Your task: Identify each line in the records below that contains the word "fabs", and copy it.

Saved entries
Content starts

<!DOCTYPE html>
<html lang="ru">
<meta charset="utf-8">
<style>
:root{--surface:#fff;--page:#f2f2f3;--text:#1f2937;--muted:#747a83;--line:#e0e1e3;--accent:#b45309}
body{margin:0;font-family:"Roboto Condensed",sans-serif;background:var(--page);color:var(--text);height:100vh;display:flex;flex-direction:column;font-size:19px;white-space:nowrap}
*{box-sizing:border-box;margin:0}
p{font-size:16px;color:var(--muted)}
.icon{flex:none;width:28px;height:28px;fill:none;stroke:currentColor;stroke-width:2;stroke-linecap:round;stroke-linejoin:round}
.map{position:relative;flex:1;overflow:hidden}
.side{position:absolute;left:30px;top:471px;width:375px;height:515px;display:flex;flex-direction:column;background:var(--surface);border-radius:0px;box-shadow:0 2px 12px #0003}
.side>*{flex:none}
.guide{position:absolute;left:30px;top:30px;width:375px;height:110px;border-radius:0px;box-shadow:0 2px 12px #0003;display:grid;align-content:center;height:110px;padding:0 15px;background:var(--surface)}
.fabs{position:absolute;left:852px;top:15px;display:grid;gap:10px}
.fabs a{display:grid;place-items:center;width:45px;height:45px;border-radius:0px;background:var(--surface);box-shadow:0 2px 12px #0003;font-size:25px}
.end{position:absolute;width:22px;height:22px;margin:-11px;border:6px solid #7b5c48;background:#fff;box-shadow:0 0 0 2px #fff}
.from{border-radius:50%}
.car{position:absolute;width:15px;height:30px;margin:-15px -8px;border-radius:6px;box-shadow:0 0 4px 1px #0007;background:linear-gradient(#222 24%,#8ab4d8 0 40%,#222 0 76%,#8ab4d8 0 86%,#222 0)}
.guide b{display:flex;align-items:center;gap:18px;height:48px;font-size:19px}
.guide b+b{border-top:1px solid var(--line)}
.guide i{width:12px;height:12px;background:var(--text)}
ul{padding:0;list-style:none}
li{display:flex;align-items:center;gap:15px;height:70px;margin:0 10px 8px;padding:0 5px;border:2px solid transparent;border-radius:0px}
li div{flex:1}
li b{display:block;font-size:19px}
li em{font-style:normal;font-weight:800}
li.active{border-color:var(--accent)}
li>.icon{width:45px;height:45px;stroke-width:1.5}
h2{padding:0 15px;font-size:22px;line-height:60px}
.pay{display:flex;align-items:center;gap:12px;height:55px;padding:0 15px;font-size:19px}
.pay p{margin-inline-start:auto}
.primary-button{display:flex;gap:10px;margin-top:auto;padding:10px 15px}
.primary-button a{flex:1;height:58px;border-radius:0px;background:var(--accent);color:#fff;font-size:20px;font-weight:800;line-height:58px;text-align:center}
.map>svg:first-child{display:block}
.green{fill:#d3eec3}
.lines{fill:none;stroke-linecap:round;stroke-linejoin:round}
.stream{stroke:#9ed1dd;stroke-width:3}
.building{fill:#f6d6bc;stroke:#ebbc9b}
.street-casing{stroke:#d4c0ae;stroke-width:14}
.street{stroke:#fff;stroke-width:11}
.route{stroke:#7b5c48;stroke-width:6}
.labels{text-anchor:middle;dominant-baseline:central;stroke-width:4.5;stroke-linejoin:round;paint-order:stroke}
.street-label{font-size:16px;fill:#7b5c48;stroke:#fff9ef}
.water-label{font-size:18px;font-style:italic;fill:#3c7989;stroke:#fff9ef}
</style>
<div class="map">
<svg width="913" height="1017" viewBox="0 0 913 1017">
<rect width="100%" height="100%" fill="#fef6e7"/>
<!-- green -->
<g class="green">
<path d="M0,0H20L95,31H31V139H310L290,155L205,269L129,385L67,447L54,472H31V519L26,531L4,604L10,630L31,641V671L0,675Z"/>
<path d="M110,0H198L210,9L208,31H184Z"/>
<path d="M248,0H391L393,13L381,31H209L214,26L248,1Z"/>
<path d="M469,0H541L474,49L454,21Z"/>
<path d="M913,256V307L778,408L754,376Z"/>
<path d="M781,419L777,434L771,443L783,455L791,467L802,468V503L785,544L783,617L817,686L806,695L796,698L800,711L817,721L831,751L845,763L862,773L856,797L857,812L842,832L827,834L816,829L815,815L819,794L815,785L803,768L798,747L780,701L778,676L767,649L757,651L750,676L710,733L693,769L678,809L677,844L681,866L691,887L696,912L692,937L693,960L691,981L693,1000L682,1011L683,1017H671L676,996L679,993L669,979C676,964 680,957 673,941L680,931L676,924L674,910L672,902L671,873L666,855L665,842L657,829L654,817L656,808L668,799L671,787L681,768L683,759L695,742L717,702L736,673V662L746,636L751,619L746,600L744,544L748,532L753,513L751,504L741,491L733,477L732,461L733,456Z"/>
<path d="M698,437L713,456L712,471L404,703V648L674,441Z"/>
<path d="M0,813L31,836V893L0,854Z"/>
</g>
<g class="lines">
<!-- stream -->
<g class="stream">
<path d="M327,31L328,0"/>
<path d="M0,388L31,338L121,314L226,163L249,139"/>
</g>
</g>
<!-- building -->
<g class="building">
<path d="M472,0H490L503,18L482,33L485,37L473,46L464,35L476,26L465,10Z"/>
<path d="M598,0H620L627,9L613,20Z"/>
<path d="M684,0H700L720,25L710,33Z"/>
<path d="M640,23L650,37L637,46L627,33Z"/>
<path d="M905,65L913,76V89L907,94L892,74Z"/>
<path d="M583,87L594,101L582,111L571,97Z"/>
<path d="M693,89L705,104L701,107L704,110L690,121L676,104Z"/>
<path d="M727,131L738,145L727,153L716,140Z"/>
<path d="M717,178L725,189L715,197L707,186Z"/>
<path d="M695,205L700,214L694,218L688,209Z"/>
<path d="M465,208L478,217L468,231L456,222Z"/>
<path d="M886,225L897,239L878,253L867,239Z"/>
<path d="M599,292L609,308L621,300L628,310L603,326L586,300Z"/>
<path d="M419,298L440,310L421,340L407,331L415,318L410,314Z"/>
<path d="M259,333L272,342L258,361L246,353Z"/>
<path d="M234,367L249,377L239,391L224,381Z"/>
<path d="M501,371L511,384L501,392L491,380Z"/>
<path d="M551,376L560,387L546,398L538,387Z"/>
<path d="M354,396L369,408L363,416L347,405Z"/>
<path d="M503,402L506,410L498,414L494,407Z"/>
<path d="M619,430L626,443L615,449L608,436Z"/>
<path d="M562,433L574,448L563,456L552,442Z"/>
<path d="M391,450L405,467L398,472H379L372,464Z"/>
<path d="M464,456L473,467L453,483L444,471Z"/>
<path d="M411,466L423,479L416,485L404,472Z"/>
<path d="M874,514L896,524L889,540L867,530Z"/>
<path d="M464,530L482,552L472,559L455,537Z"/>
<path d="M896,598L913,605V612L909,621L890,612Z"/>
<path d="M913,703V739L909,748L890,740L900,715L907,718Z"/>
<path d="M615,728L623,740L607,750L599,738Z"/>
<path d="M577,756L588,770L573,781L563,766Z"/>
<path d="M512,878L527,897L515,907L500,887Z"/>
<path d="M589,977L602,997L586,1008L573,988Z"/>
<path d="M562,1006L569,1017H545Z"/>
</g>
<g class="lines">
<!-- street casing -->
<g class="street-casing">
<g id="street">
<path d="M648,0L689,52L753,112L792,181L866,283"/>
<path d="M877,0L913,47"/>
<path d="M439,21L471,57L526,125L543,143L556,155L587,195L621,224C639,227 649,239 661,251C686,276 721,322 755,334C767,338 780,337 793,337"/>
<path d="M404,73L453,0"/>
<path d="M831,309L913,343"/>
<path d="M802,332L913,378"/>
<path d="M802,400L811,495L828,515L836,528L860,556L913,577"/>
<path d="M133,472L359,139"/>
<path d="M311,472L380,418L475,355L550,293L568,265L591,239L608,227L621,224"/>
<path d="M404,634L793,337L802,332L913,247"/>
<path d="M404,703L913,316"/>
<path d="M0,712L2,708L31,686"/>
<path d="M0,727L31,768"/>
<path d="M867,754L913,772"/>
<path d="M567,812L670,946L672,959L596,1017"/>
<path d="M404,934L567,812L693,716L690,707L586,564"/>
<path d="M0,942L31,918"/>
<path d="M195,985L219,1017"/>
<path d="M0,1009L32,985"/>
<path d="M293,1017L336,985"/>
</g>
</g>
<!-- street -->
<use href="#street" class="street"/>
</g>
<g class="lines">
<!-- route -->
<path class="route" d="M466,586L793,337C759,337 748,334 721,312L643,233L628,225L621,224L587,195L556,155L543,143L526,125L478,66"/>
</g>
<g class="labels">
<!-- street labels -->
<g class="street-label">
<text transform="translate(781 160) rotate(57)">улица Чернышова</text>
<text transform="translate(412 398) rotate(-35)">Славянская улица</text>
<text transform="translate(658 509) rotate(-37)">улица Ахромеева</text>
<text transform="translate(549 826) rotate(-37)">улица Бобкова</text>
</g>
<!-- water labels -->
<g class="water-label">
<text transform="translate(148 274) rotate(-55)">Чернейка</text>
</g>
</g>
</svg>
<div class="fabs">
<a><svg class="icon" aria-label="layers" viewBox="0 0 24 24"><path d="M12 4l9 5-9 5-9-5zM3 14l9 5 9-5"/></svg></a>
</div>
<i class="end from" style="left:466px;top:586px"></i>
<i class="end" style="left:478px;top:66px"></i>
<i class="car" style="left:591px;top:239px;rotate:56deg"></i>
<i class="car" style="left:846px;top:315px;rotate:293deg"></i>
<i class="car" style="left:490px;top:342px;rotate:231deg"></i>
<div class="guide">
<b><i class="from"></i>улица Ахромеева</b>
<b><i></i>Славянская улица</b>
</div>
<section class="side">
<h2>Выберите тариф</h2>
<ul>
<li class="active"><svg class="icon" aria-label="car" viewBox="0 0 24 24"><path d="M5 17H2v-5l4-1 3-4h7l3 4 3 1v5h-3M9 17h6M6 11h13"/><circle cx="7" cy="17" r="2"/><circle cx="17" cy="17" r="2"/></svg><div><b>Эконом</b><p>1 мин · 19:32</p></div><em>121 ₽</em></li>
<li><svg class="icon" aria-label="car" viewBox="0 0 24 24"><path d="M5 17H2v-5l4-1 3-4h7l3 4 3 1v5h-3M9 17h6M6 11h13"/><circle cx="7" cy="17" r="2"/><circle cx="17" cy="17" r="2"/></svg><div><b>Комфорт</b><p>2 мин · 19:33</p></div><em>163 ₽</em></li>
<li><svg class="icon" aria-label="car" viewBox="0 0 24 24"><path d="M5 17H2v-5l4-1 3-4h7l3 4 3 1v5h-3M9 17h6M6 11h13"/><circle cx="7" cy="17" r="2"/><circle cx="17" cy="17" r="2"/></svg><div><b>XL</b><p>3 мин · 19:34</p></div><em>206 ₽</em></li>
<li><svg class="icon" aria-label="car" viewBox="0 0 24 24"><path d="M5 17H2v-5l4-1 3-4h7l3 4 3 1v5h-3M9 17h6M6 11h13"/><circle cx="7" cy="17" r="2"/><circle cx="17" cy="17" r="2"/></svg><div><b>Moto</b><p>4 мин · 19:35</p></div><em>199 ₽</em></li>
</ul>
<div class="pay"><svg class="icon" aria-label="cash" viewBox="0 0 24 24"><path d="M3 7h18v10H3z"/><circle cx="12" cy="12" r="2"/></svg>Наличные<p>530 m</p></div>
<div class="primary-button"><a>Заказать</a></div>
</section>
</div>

Content ends

Solution for this problem:
.fabs{position:absolute;left:852px;top:15px;display:grid;gap:10px}
.fabs a{display:grid;place-items:center;width:45px;height:45px;border-radius:0px;background:var(--surface);box-shadow:0 2px 12px #0003;font-size:25px}
<div class="fabs">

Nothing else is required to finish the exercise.